Horace James (born 20 December 1984) is a Jamaican footballer who plays for New Zealand club North Shore United in the Northern League.

== Career ==
From Port Maria, St Mary Jamaica, Horace James played his debut professional game when he was 18 years old with Star Cosmos in the Jamaica National Premier League. Being his youth club, he joined the Star Cosmos when he was 16 years old and stayed with the side for several seasons.

===St. Georges===
James came back to play for St. Georges in the JPL where he stayed for a few seasons. He then moved to High Gate and Montego Bay United.

===Atlanta Silverbacks===
On 20 July 2012, James signed with Atlanta Silverbacks. He last played with Montego Bay United of the Red Stripe Premier League. He has previously played with Highgate United and St.

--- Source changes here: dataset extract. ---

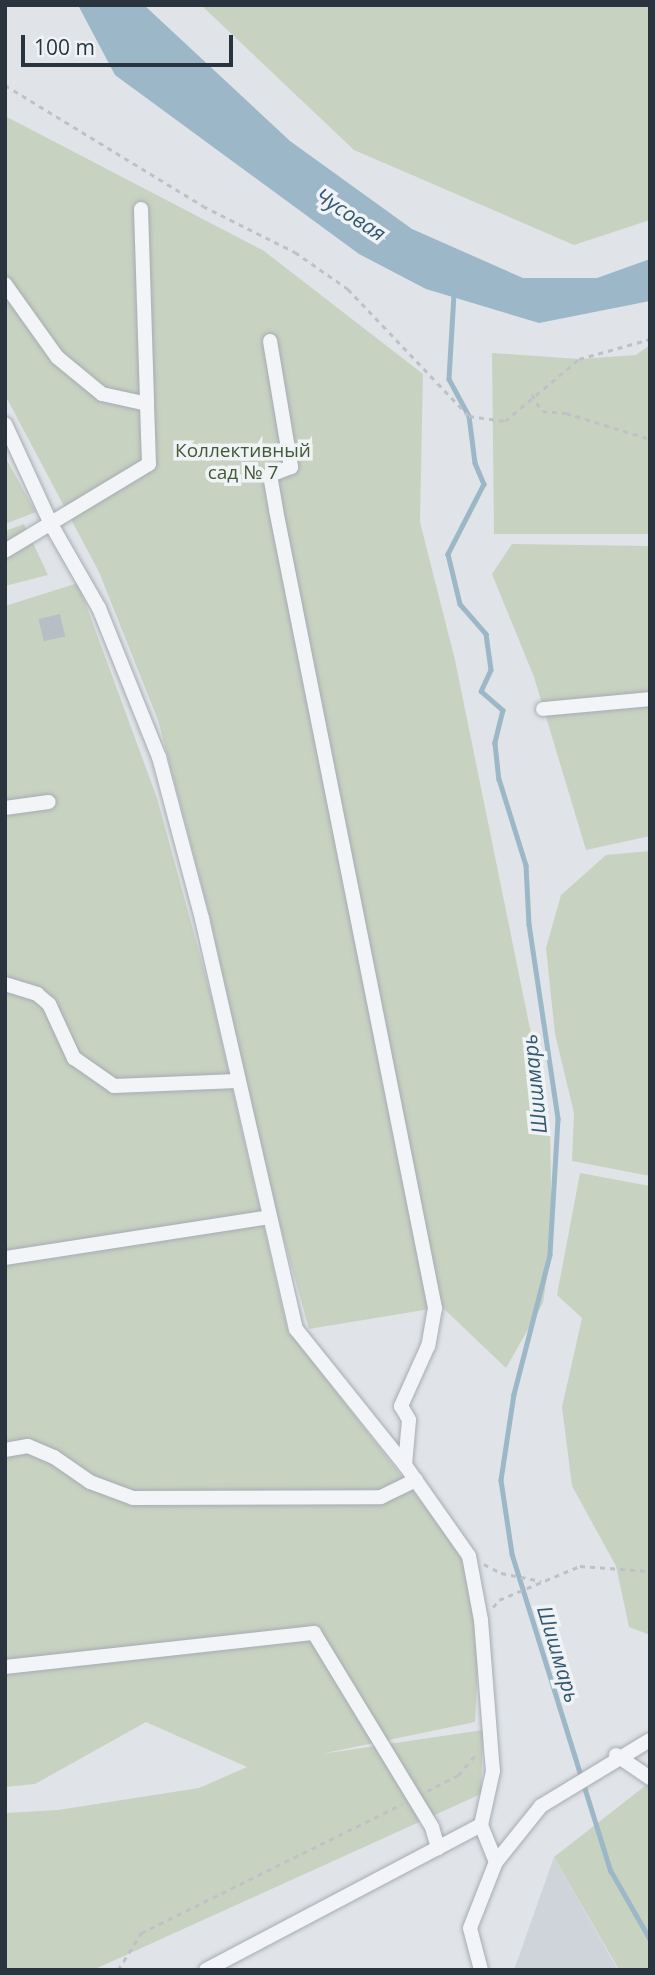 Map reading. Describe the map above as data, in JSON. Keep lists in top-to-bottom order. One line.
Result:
{"water":["Чусовая","Шишмарь"],"parks":["Коллективный сад № 7"],"scale_bar":"100 m"}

George's SC. On 12 August 2012, James made his debut for Atlanta Silverbacks as a sub for Jahbari Willis in the 61'. On 26 August 2012, James made his first start with Atlanta Silverbacks in a 1–0 loss to Carolina RailHawks.

===FC Edmonton===
James signed with FC Edmonton in 2014.

===Perak===
A year later, he signed for Malaysian team Perak FA, making his debut in the league match against Terengganu FA on 11 April 2015. He contributed an assist in the game, as Perak lost 2–3 at home.

===SHB Đà Nẵng===
In February 2016, James joined V.League 1 side SHB Đà Nẵng.

===Waitakere United===
In 2017 James joined Waitakere United who play in the New Zealand Football Championship.

===North Shore United===
James current plays for North Shore United in the New Zealand Northern League.